Der ohne Wissens- und Verantwortungsdefizit gefasste und erklärte Sterbewille führt zur situationsbezogenen Suspendierung der Einstandspflicht für das Leben des Ehegatten.
Im vorliegenden Fall wurde eine Ehefrau, die ihrem Ehemann auf dessen Wunsch hin eine tödliche Dosis Insulin injiziert hatte, vom Vorwurf der Tötung auf Verlangen freigesprochen
Hierzu führte das Gericht aus:
Täter einer Tötung auf Verlangen ist, wer das zum Tode führende Geschehen tatsächlich beherrscht, auch wenn er sich damit einem fremden Selbsttötungswillen unterordnet. Entscheidend ist, wer den lebensbeendenden Akt eigenhändig ausführt. Gibt sich der Suizident nach dem Gesamtplan in die Hand des anderen, um duldend von ihm den Tod entgegenzunehmen, dann hat dieser die Tatherrschaft. Behält der Sterbewillige dagegen bis zuletzt die freie Entscheidung über sein Schicksal, dann tötet er sich selbst, wenn auch mit fremder Hilfe. Dies gilt nicht nur, wenn die Ursachenreihe von ihm selbst, sondern auch, wenn sie vom anderen bewirkt worden war. Solange nach Vollzug des Tatbeitrags des anderen dem Sterbewilligen noch die volle Freiheit verbleibt, sich den Auswirkungen zu entziehen oder sie zu beenden, liegt nur Beihilfe zur Selbsttötung vor.

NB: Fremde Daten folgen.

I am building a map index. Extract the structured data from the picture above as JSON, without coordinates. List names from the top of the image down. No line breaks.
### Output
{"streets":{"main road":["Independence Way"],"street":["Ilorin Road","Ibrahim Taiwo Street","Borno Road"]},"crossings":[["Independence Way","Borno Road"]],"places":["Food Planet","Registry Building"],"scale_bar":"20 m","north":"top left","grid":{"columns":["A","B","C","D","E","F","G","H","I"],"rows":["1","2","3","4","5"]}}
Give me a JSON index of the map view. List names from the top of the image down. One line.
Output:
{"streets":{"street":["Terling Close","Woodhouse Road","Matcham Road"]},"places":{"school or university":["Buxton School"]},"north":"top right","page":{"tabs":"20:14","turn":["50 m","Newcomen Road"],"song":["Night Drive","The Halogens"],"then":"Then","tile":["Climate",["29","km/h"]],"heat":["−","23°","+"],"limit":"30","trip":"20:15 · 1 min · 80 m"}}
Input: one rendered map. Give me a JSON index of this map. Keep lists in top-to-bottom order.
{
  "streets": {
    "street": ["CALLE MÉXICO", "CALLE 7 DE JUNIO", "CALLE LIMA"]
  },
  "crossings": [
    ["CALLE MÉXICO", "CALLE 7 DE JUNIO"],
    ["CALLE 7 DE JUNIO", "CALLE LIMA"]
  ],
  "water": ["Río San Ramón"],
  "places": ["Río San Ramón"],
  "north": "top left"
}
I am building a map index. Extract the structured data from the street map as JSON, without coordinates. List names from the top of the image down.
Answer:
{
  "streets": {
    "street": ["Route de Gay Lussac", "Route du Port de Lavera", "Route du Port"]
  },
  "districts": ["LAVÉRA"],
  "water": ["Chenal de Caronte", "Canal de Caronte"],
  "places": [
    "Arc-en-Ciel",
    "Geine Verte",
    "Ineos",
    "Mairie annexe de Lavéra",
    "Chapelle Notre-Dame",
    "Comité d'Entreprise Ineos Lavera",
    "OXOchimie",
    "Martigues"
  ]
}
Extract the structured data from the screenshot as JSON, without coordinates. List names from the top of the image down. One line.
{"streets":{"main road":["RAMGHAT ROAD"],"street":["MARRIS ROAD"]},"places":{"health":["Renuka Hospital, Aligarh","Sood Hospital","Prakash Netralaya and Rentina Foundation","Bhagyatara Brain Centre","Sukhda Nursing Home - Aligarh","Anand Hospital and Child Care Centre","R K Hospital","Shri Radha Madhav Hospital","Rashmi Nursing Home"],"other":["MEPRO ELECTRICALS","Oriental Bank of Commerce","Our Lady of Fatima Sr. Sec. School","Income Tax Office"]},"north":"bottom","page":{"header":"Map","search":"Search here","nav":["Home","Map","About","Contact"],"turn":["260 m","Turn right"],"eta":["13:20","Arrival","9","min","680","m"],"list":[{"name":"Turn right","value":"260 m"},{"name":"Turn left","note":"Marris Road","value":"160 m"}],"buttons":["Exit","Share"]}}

Die Abgrenzung strafbarer Tötung auf Verlangen von strafloser Beihilfe zum Suizid kann dabei nicht sinnvoll nach Maßgabe einer naturalistischen Unterscheidung von aktivem und passivem Handeln vorgenommen werden. Geboten ist vielmehr eine normative Betrachtung.
Danach beherrschte nicht die Angeklagte das zum Tode führende Geschehen, sondern ihr Ehemann. Dem steht nicht entgegen, dass die Angeklagte ihm das todesursächliche Insulin durch aktives Tun verabreichte. Eine isolierte Bewertung dieses Verhaltens trägt dem auf die Herbeiführung des Todes gerichteten Gesamtplan nicht hinreichend Rechnung. Danach wollte sich R. S. in erster Linie durch die Einnahme sämtlicher im Haus vorrätigen Schmerz-, Schlaf- und Beruhigungsmittel das Leben nehmen, während die zusätzliche Injektion des Insulins vor allem der Sicherstellung des Todeseintritts diente; er wollte keinesfalls „als Zombie zurückkehren“. Bei wertender Betrachtung bildeten die Einnahme der Tabletten und die Injektion des Insulins nach dem Gesamtplan einen einheitlichen lebensbeendenden Akt, über dessen Ausführung allein R. S. bestimmte. Die Medikamente nahm er eigenständig ein, während die Angeklagte ihm der jahrelangen Übung entsprechend die Insulinspritzen setzte, weil ihm dies aufgrund seiner krankheitsbedingten Beeinträchtigungen schwerfiel. Nach dem Gesamtplan war es letztlich dem Zufall geschuldet, dass das Insulin seinen Tod verursachte, während die Medikamente ihre tödliche Wirkung erst zu einem späteren Zeitpunkt entfaltet hätten. In Anbetracht dessen wird die Annahme des Landgerichts, dass R. S. sich in die Hand der Angeklagten begeben und den Tod duldend von ihr entgegengenommen habe, den Besonderheiten des Falles nicht gerecht.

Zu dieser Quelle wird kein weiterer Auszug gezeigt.